Now $a_{r-1}+a_{r+1}=a_{r-1}+\dfrac{a_{r}^2-1}{a_{r-1}}\implies a_{r-1}+a_{r+1}=\dfrac{a_{r-1}^2-1+a_{r}^2}{a_{r-1}}\implies a_{r-1}+a_{r+1}=\dfrac{(a_{r-2}+a_{r})\cdot a_{r}}{a_{r-1}}$

When i continue this process i obtain $a_{r}+a_{r+2}=\dfrac{(a_0+a_2)a_2}{a_1}$

But answer given is (A), How do i obtain answer as option (A) which depend upon $\;a_{r+1}?\;$

Also how to obtain option (C) and (D)?

Answer 1

Hint: The following are rather hints, as we don't prove claims for each $n$ resp. $r$. The solutions of the quadratic equation $x^2-a_1 x+1=0$ are \begin{align*} \alpha=\frac{1}{2}\left(a_1+\sqrt{a_1^2-4}\right)\qquad\qquad \beta=\frac{1}{2}\left(a_1-\sqrt{a_1^2-4}\right)\tag{1} \end{align*}

Point (C): With $n=1$ we obtain \begin{align*} a_1=\frac{\alpha^2-\beta^2}{\alpha-\beta}=\alpha+\beta \end{align*} which coincides with (1) indicating (C) is correct.

Point (D): With $n=1$ we obtain \begin{align*} a_1&=\frac{\alpha^2+\beta^2}{\alpha+\beta}\\ &=\frac{\frac{1}{4}\left(a_1^2+2a_1\sqrt{a_1^2-4}+a_1^2-4\right)+\frac{1}{4}\left(a_1^2-2a_1\sqrt{a_1^2-4}+a_1^2-4\right)}{a_1}\\ &=\frac{a_1^2-2}{a_1} \end{align*} It follows $a_1^2=a_1^2-2$ which is absurd and (D) is not correct.

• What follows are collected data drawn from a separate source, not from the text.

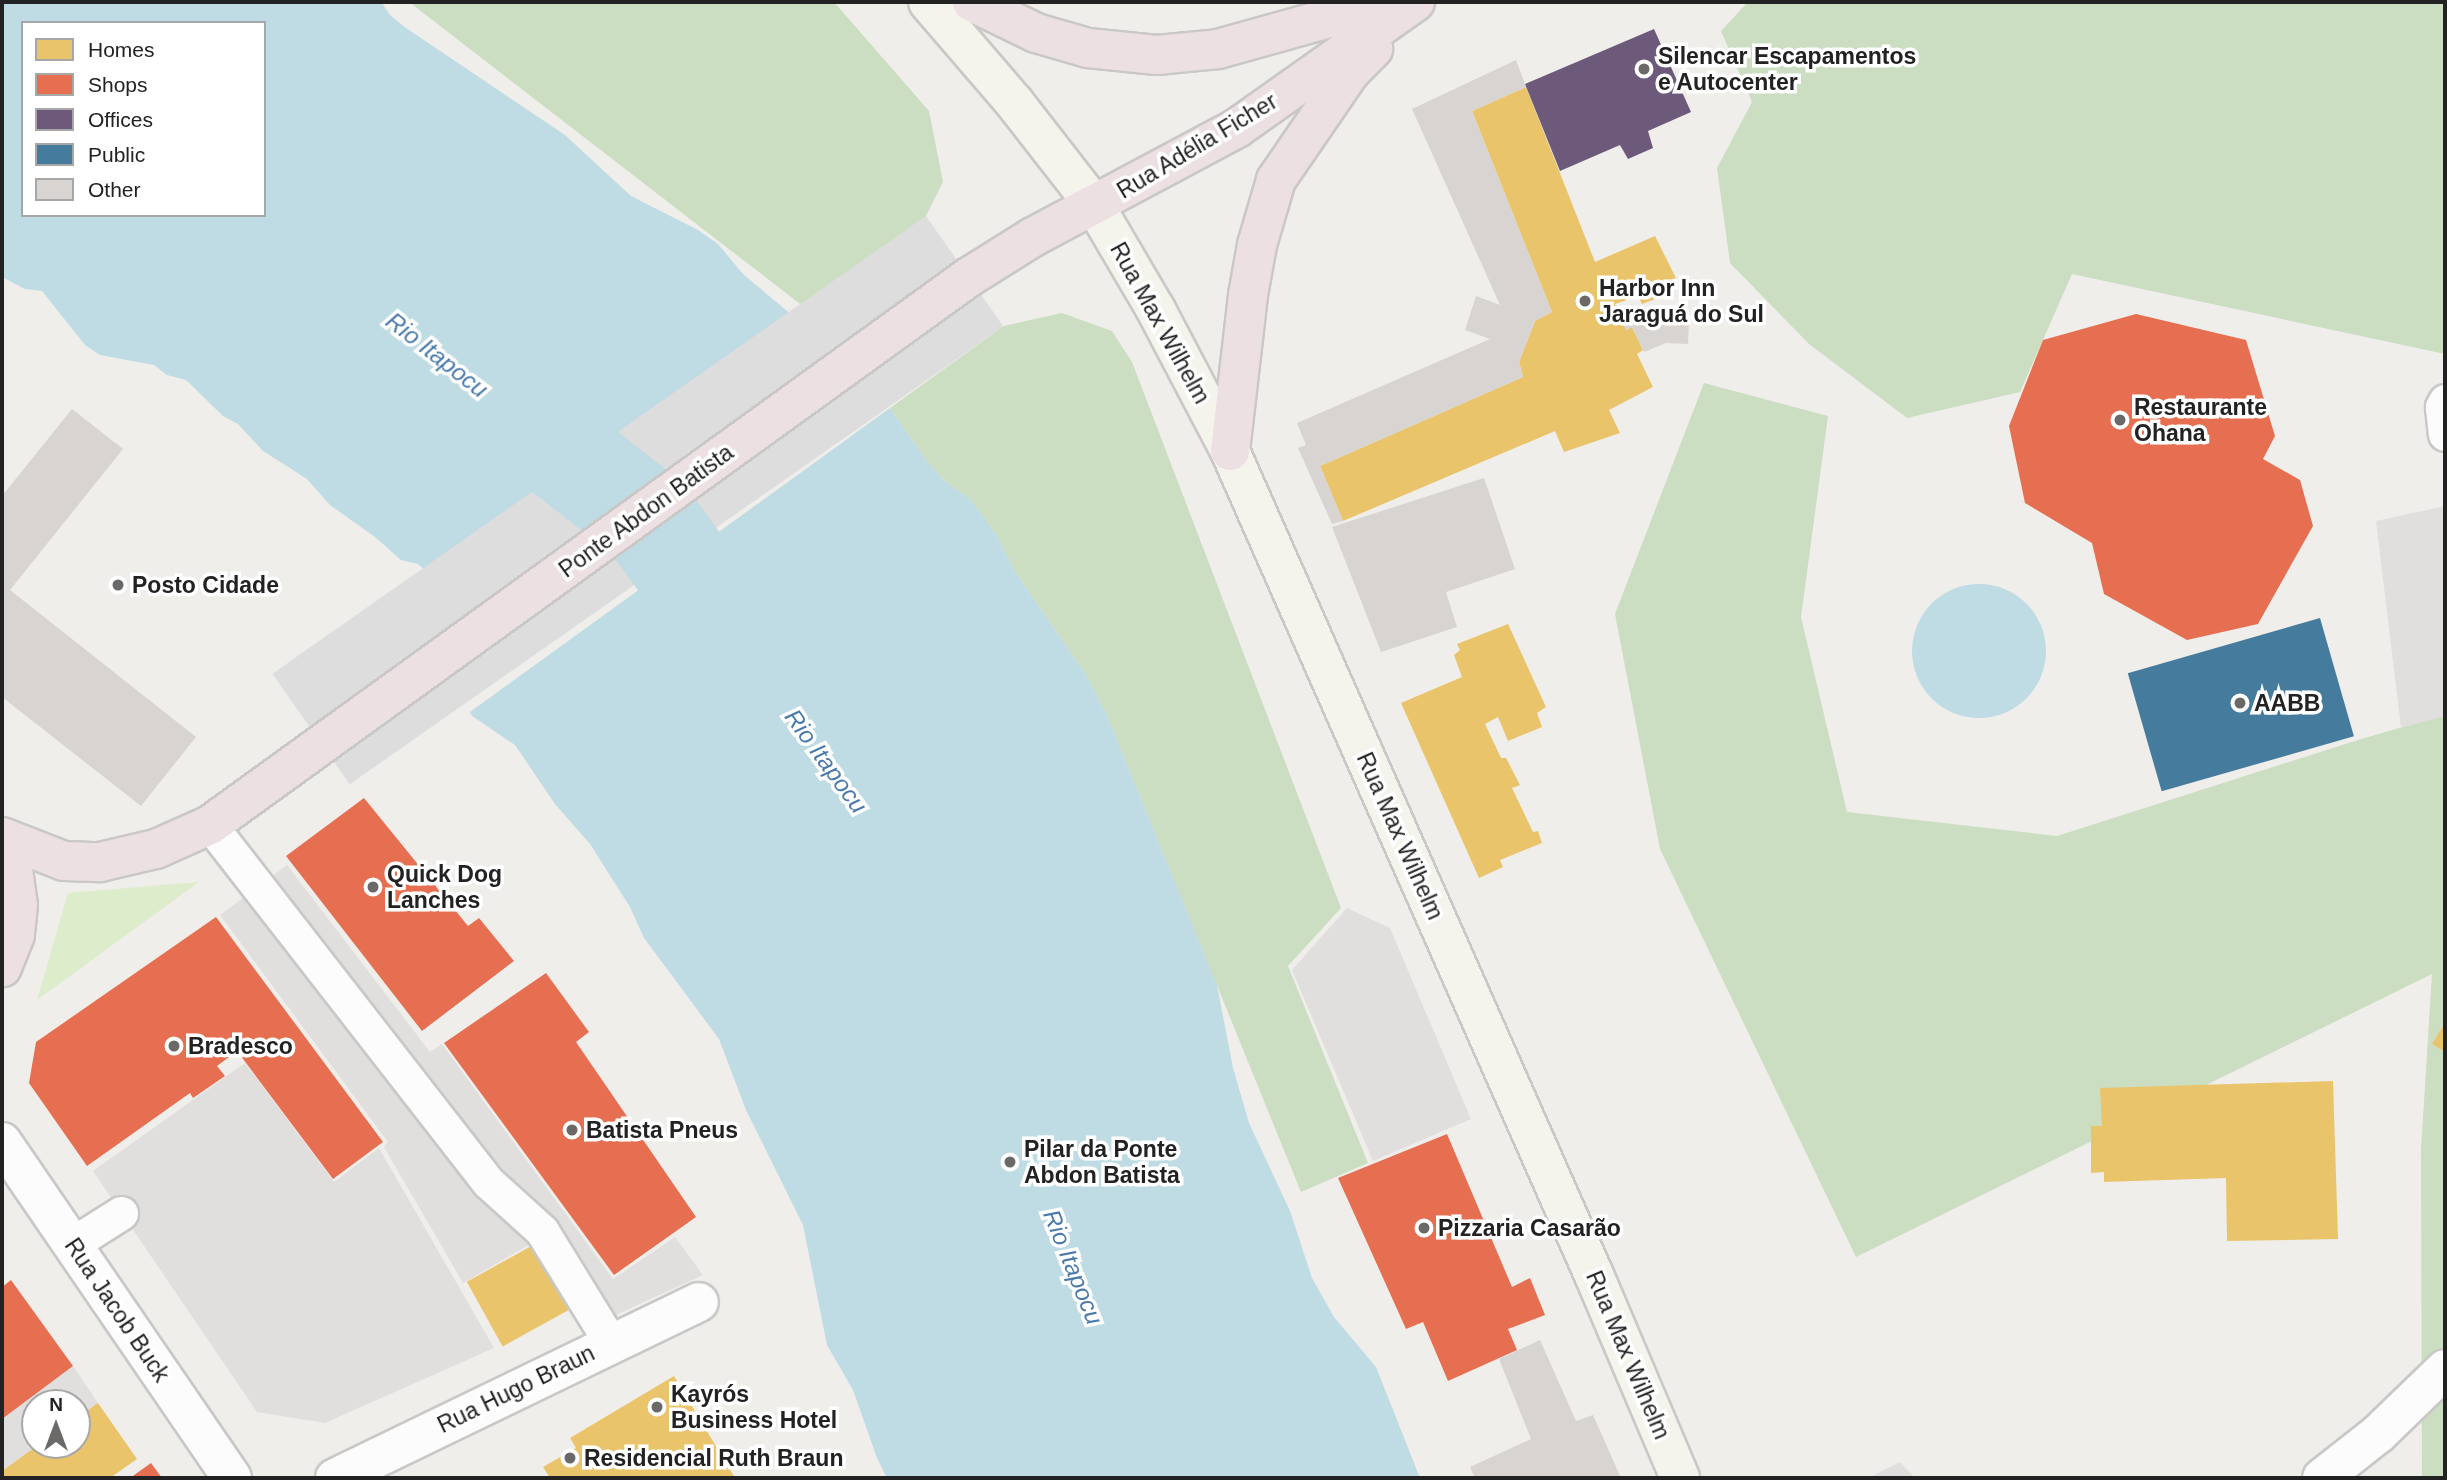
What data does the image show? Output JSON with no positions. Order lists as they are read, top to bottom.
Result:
{
  "streets": {
    "highway": ["Rua Adélia Ficher", "Ponte Abdon Batista"],
    "main road": ["Rua Max Wilhelm"],
    "street": ["Rua Jacob Buck", "Rua Hugo Braun"]
  },
  "crossings": [
    ["Rua Adélia Ficher", "Rua Max Wilhelm"],
    ["Rua Adélia Ficher", "Ponte Abdon Batista"]
  ],
  "water": ["Rio Itapocu"],
  "places": [
    "Silencar Escapamentos e Autocenter",
    "Harbor Inn Jaraguá do Sul",
    "Restaurante Ohana",
    "Posto Cidade",
    "AABB",
    "Quick Dog Lanches",
    "Bradesco",
    "Batista Pneus",
    "Pilar da Ponte Abdon Batista",
    "Pizzaria Casarão",
    "Kayrós Business Hotel",
    "Residencial Ruth Braun"
  ],
  "legend": [
    "Homes",
    "Shops",
    "Offices",
    "Public",
    "Other"
  ],
  "north": "top"
}
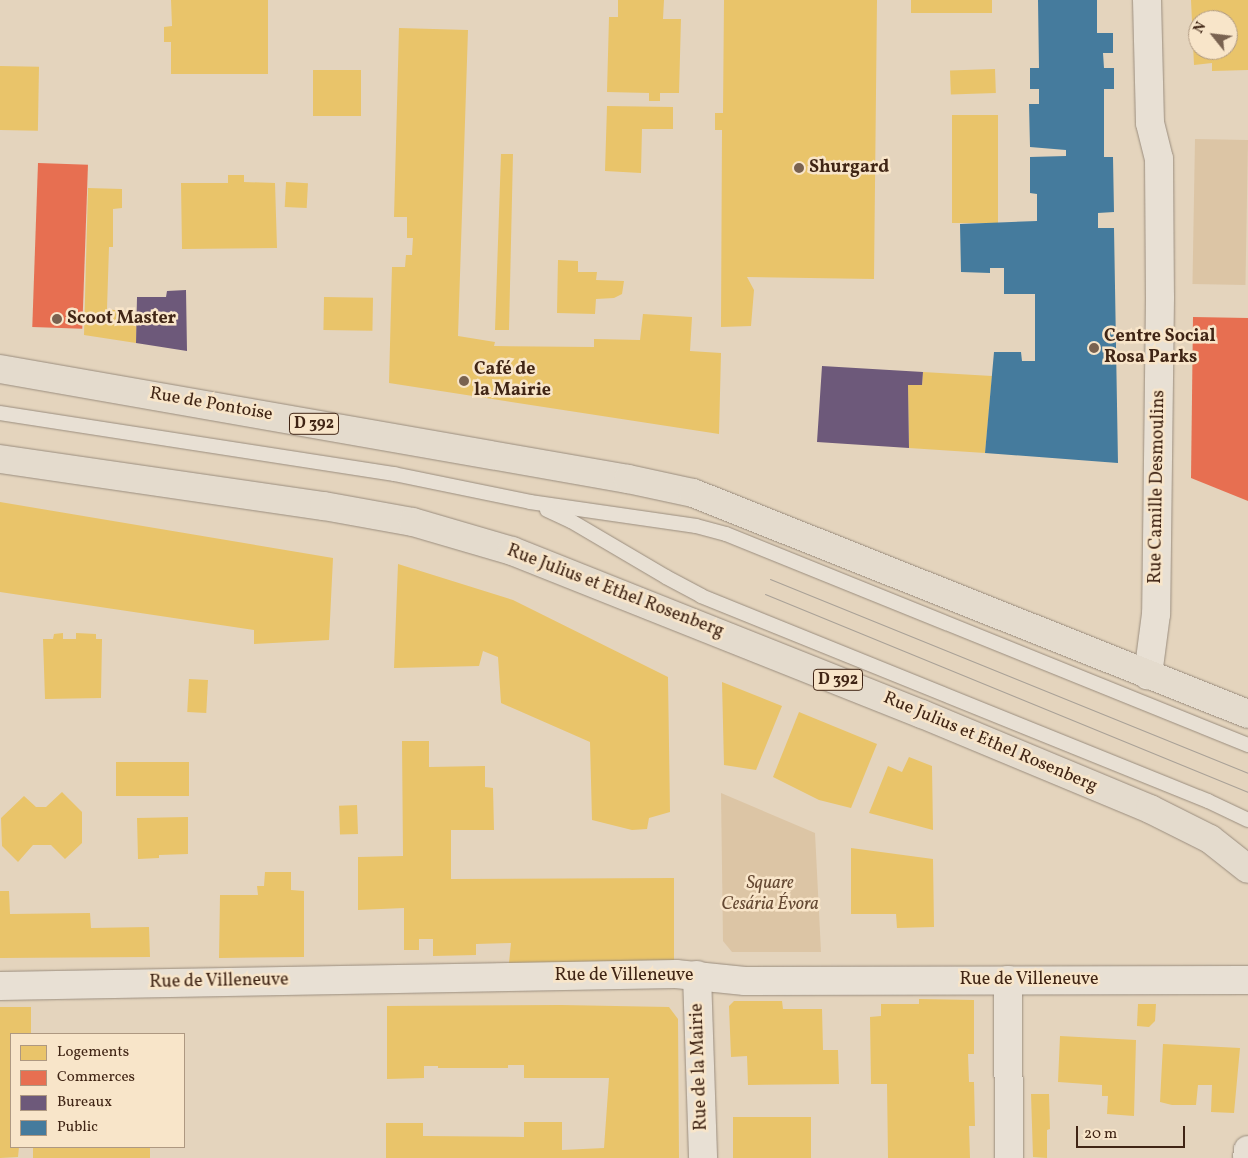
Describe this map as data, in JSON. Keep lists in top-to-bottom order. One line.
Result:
{"streets":{"main road":["Rue de Pontoise","D 392","Rue Julius et Ethel Rosenberg"],"street":["Rue Camille Desmoulins","Rue de Villeneuve","Rue de la Mairie"]},"crossings":[["Rue de Pontoise","D 392"],["Rue de Pontoise","Rue Camille Desmoulins"],["D 392","Rue Camille Desmoulins"],["Rue de Villeneuve","Rue de la Mairie"]],"parks":["Square Cesária Évora"],"places":["Shurgard","Scoot Master","Centre Social Rosa Parks","Café de la Mairie"],"legend":["Logements","Commerces","Bureaux","Public"],"scale_bar":"20 m","north":"top left"}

Point (A): With $r=0$ we obtain \begin{align*} a_0+a_2=a_1^2 \end{align*} and since $a_0=1$ we have \begin{align*} a_1^2=1+a_2 \end{align*} The recurrence relation $a_{r+1}^2=1+a_r\cdot a_{r+2}$ gives also for $r=0$ \begin{align*} a_1^2=1+a_0a_2=1+a_2 \end{align*} which indicates (A) is correct.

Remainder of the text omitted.